2022-10-26 13:52:08

by Anirudh Rayabharam

[permalink] [raw]
Subject: [PATCH 0/2] Fix MSR access errors during kexec in root partition

Fixes a couple of MSR access errors seen during kexec in root partition
and opportunistically introduces a data structure for the reference TSC
MSR in order to simplify the code that updates that MSR.

Anirudh Rayabharam (2):
x86/hyperv: fix invalid writes to MSRs during root partition kexec
clocksource/drivers/hyperv: add data structure for reference TSC MSR

arch/x86/hyperv/hv_init.c | 11 +++++++----
drivers/clocksource/hyperv_timer.c | 28 ++++++++++++++--------------
include/asm-generic/hyperv-tlfs.h | 9 +++++++++
3 files changed, 30 insertions(+), 18 deletions(-)

--
2.34.1



2022-10-26 14:12:23

by Anirudh Rayabharam

[permalink] [raw]
Subject: [PATCH 1/2] x86/hyperv: fix invalid writes to MSRs during root partition kexec

hv_cleanup resets the hypercall page by setting the MSR to 0. However,
the root partition is not allowed to write to the GPA bits of the MSR.
Instead, it uses the hypercall page provided by the MSR. Similar is the
case with the reference TSC MSR.

Clear only the enable bit instead of zeroing the entire MSR to make
the code valid for root partition too.

Signed-off-by: Anirudh Rayabharam <[email protected]>
---
arch/x86/hyperv/hv_init.c | 9 ++++++---
1 file changed, 6 insertions(+), 3 deletions(-)

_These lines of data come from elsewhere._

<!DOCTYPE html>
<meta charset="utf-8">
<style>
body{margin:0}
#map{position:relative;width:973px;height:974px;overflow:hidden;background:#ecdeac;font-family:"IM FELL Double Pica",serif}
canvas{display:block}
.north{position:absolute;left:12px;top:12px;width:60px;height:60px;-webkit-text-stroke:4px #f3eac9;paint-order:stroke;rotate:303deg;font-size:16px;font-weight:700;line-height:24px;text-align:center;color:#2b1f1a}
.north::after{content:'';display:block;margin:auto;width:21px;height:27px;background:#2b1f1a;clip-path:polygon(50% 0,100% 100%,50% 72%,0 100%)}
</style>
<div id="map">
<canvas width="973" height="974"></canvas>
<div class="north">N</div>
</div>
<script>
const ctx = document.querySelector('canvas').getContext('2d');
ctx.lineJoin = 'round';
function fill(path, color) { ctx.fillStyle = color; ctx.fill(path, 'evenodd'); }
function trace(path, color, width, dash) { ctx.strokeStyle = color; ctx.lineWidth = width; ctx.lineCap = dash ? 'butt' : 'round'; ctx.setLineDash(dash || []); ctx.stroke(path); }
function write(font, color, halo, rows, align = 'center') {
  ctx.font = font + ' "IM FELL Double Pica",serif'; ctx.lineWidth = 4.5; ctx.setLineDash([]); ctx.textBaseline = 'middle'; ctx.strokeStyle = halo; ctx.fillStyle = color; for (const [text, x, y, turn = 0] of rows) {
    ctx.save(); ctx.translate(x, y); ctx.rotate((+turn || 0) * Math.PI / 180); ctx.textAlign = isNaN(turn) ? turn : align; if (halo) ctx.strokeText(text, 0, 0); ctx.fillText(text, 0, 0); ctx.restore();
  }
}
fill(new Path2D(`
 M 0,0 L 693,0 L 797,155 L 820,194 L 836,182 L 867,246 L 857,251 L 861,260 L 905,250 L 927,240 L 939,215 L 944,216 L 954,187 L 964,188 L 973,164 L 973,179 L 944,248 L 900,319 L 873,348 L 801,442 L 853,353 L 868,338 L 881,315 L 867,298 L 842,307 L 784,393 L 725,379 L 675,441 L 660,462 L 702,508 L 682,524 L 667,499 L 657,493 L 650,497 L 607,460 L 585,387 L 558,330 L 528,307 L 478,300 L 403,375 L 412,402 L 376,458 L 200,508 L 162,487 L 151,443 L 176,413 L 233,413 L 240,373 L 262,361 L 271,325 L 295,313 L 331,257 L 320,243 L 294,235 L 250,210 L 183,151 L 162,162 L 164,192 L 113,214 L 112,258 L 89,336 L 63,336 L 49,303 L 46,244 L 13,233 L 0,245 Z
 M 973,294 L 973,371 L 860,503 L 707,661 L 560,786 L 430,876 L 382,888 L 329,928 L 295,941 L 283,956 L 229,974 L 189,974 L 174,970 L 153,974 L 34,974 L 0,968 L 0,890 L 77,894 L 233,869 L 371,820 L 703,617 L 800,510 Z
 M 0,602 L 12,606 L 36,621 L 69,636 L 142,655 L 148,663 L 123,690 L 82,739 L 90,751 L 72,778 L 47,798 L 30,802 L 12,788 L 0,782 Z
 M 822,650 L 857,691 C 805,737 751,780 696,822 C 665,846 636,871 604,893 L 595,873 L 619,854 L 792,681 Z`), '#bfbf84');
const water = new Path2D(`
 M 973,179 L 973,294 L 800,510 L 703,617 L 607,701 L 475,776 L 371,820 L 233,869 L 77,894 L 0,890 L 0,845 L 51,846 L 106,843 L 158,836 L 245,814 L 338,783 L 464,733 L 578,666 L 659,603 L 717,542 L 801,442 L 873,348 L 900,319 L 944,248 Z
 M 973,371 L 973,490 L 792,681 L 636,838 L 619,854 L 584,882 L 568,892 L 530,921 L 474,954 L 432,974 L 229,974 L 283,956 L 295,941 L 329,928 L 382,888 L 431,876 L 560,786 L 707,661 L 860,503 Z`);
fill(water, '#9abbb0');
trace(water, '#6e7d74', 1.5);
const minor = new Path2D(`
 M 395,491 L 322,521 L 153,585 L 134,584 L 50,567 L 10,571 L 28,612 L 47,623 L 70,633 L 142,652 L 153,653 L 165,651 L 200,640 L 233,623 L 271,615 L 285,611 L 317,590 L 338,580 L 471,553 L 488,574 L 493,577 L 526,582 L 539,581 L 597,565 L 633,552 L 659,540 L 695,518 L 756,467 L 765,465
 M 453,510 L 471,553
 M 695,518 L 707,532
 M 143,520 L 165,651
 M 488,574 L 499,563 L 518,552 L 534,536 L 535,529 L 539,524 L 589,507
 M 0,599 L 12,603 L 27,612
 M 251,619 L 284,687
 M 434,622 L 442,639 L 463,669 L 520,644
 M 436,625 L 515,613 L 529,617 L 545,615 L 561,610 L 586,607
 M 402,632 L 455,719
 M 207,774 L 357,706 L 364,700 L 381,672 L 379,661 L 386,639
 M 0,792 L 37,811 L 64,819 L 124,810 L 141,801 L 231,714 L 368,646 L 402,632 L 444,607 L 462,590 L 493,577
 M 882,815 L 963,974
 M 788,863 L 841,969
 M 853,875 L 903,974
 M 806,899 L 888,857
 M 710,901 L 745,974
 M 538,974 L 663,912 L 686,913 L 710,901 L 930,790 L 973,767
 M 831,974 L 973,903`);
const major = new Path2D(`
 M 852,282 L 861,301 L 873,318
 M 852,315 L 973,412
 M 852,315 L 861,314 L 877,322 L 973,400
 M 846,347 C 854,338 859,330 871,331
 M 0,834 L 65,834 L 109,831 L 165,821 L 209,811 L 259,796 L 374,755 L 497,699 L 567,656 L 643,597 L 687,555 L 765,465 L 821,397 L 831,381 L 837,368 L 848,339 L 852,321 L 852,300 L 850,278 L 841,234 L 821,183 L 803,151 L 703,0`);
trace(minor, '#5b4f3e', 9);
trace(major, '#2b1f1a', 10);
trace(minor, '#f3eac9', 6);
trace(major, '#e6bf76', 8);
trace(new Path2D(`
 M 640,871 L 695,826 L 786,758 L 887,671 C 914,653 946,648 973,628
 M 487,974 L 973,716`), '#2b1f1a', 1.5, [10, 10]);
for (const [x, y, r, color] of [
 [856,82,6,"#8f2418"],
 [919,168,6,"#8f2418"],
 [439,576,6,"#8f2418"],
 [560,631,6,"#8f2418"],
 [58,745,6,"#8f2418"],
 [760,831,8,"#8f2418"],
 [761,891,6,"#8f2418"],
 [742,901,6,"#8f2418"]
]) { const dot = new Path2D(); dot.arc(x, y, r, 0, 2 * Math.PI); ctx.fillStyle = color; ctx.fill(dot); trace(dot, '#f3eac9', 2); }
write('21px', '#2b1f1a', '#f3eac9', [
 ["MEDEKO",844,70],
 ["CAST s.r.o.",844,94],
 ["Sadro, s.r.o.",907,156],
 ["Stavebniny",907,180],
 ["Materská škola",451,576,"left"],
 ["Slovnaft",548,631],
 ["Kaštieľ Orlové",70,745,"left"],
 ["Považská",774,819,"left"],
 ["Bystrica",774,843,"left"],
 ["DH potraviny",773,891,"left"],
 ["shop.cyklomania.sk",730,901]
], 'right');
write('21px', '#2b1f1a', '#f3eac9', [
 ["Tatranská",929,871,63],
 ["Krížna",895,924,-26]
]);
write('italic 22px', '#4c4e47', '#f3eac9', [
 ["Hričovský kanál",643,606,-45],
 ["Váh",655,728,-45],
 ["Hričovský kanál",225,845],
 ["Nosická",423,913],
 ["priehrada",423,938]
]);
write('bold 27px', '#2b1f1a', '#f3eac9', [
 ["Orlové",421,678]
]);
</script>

diff --git a/arch/x86/hyperv/hv_init.c b/arch/x86/hyperv/hv_init.c
index 29774126e931..76ff63d69461 100644
--- a/arch/x86/hyperv/hv_init.c
+++ b/arch/x86/hyperv/hv_init.c
@@ -537,6 +537,7 @@ void __init hyperv_init(void)
void hyperv_cleanup(void)
{
union hv_x64_msr_hypercall_contents hypercall_msr;
+ u64 tsc_msr;

unregister_syscore_ops(&hv_syscore_ops);

@@ -552,12 +553,14 @@ void hyperv_cleanup(void)
hv_hypercall_pg = NULL;

/* Reset the hypercall page */
- hypercall_msr.as_uint64 = 0;
+ rdmsrl(HV_X64_MSR_HYPERCALL, hypercall_msr.as_uint64);
+ hypercall_msr.enable = 0;
wrmsrl(HV_X64_MSR_HYPERCALL, hypercall_msr.as_uint64);

/* Reset the TSC page */
- hypercall_msr.as_uint64 = 0;
- wrmsrl(HV_X64_MSR_REFERENCE_TSC, hypercall_msr.as_uint64);
+ rdmsrl(HV_X64_MSR_REFERENCE_TSC, tsc_msr);
+ tsc_msr &= ~BIT_ULL(0);
+ wrmsrl(HV_X64_MSR_REFERENCE_TSC, tsc_msr);
}

void hyperv_report_panic(struct pt_regs *regs, long err, bool in_die)
--
2.34.1


2022-10-26 14:34:19

by Anirudh Rayabharam

[permalink] [raw]
Subject: [PATCH 2/2] clocksource/drivers/hyperv: add data structure for reference TSC MSR

Add a data structure to represent the reference TSC MSR similar to
other MSRs. This simplifies the code for updating the MSR.

Signed-off-by: Anirudh Rayabharam <[email protected]>
---
arch/x86/hyperv/hv_init.c | 10 +++++-----
drivers/clocksource/hyperv_timer.c | 28 ++++++++++++++--------------
include/asm-generic/hyperv-tlfs.h | 9 +++++++++
3 files changed, 28 insertions(+), 19 deletions(-)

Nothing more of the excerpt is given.